She swore she wasn't angry, but she certainly seemed annoyed. In her text, she wrote that she was only sharing the information because other parents might be upset or offended. Upset or offended? Really? Apparently, my five-year-old-son, Nathaniel, had told her five-year-old son, James, that Santa Claus wasn't real. Notably, Nathaniel is a fervent believer in the authenticity of the tooth fairy. (He's got hand-written notes and several single dollar bills to prove it!) It seems that my son's "issue" with the large, bearded man in red has something to do with a need to assert his Jewish identity in what he clearly, already perceives as a Christian - or at least non-Jewish - world. Now in fairness, there is something so magical about childhood that I get why parents might be disappointed if their sweet kids who were dropped off in the morning as innocent believers come home in the afternoon as jaded skeptics. And to be sure, I'd strongly prefer that the ruthless myth-buster not be a member of my tribe or, worse yet, my family. Still, the episode did prompt me to consider how we teach the beautiful and valuable, but literally fantastic stories from our various religious traditions. In short, what happens - and what remains - when our children start scrutinizing more and believing less?
Among the Jewish holidays, Hanukkah doesn't present too much of a problem in terms of incredulous miracles. A small vile of oil lasting a bit longer than expected hardly constitutes a super-natural disruption of universal norms. And the Maccabees' improbable military victory over the Greek Syrians was just that - improbable. (More of an upset, really.) However, other festivals are more challenging. Passover, for instance, depends on some serious Divine intervention. From the imposition of ten plagues, to the issuance of Ten Commandments - with an all-powerful parting of the Red Sea in between - the story of the Israelites' redemption from Egyptian slavery is premised on the Lord's all-mighty strength and beneficence. But many maturing kids will doubt the story. To them, Disney-like Torah tales will inevitably (and understandably) become more suspect over time. So, as parents and teachers, we must find an approach that allows matzah and the menorah to have meaning regardless of fluctuations in faith.
Just over fifteen years ago, when the idea of creating a pluralistic Jewish high school was still under discussion, I vividly recall a conversation I had with my friend Howard. Howard is a Harvard-trained lawyer in New York, who is what many would consider modern-Orthodox. He tends to be opinionated, but Howard is very smart, which is why I enjoy our exchanges. During the call, I actually expressed my hesitation about starting this type of school; I had attended a traditional prep school that included students from many different religious backgrounds and I worried about this new place being too parochial. I'll never forget Howard's response: "Here's my question, Stuart: Would you ever stop teaching your children math or English after the age of 13? Of course not. And yet, that's exactly what many American Jewish families do. The result is kids growing up with a completely infantilized notion of their own religion.
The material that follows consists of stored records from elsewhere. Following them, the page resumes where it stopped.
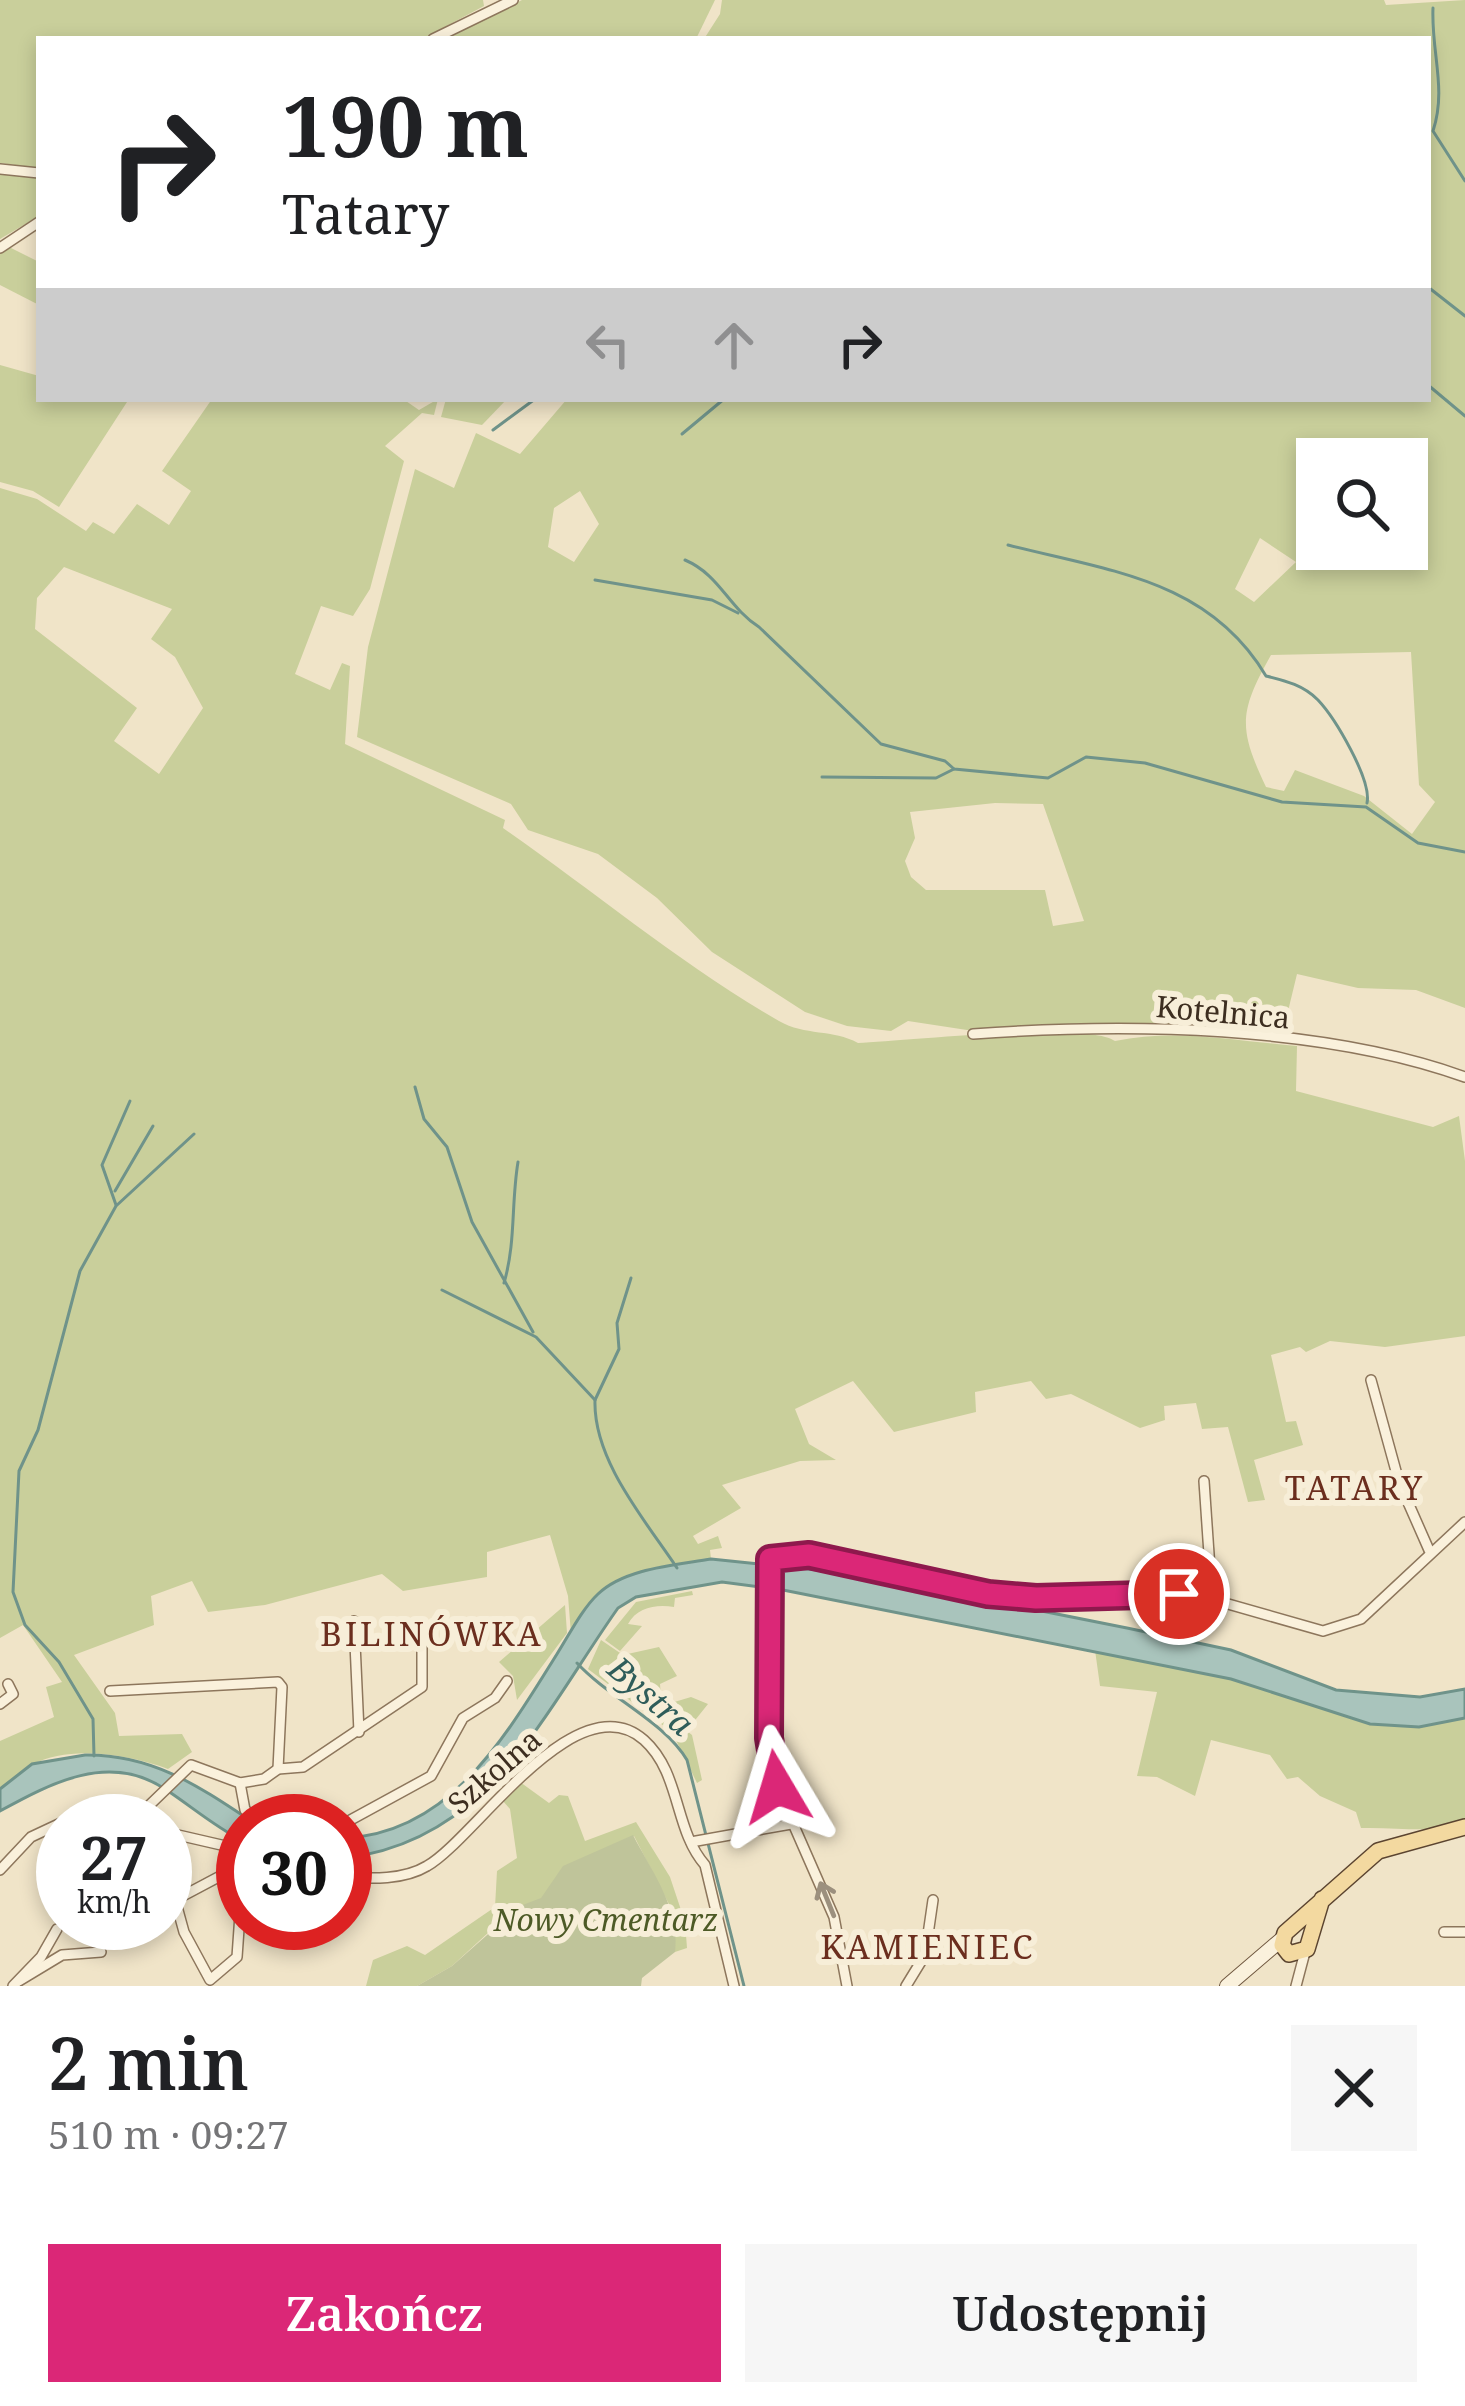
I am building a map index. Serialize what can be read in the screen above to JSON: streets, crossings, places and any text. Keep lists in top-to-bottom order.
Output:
{
  "streets": {
    "street": ["Kotelnica", "Szkolna"]
  },
  "districts": ["TATARY", "BILINÓWKA", "KAMIENIEC"],
  "water": ["Bystra"],
  "parks": ["Nowy Cmentarz"],
  "page": {
    "turn": ["190 m", "Tatary"],
    "speed": "27 km/h",
    "limit": "30",
    "heading": ["2 min", "510 m · 09:27"],
    "buttons": ["Zakończ", "Udostępnij"]
  }
}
A dynamic day school education can help fix that."
He was right. And by "dynamic," I'd suggest that religious teaching not only be developmentally age-appropriate, but that it also be decidedly non-dogmatic. Kids in kindergarten want to believe in angels and elves. Fine, let them. But we can derive meaning from ritual and holiday observance without ascribing absolute truth to their Biblical origins. Moreover, in a world in which hate and violence are being perpetrated daily in the name of Heavenly authority, I believe we have an obligation to approach our sacred texts more critically. We should allow ourselves to admit that Abraham's willingness to sacrifice his son Isaac is troubling; in contrast, his comfort with challenging God about the correctness of killing innocents at Sodom & Gomorrah is inspiring.
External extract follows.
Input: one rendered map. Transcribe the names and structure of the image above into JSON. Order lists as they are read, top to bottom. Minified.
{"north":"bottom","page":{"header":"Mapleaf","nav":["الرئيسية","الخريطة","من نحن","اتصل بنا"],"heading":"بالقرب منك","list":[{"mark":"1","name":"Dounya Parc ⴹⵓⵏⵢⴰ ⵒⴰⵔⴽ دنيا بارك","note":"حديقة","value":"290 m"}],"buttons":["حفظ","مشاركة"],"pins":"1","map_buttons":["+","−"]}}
Perhaps it's not surprising that just two generations into our people's founding, Abraham's grandson Jacob is re-named Israel - which literally means, "to struggle with God." Jews have long accepted that notion that people will question, doubt, argue and disagree - especially about matters so complex, ephemeral and personal. We must therefore allow, indeed invite, our children to fashion their own relationships with our ancient traditions. We know that religion cannot answer the "what" questions about the universe; those queries belong in the realm of science. But "why" is a different story. Purpose, meaning, connection, and spiritual fulfillment are deep human needs that can be met through adherence to long-held customs. Lighting, praying, and celebrating, while asking and adapting, can provide powerful frameworks for families and individuals.
For now, Nathaniel's disbelief is reserved for Santa and his sleigh; but it's just a matter of time before his attention turns to Moses on a mountain. Thus, my work as his father is to ensure that when that day comes, my son's skepticism about a particular myth doesn't lead to complete abandonment of an entire identity. With a dynamic - or more accurately stated, progressive - approach to religion, I think I can do that.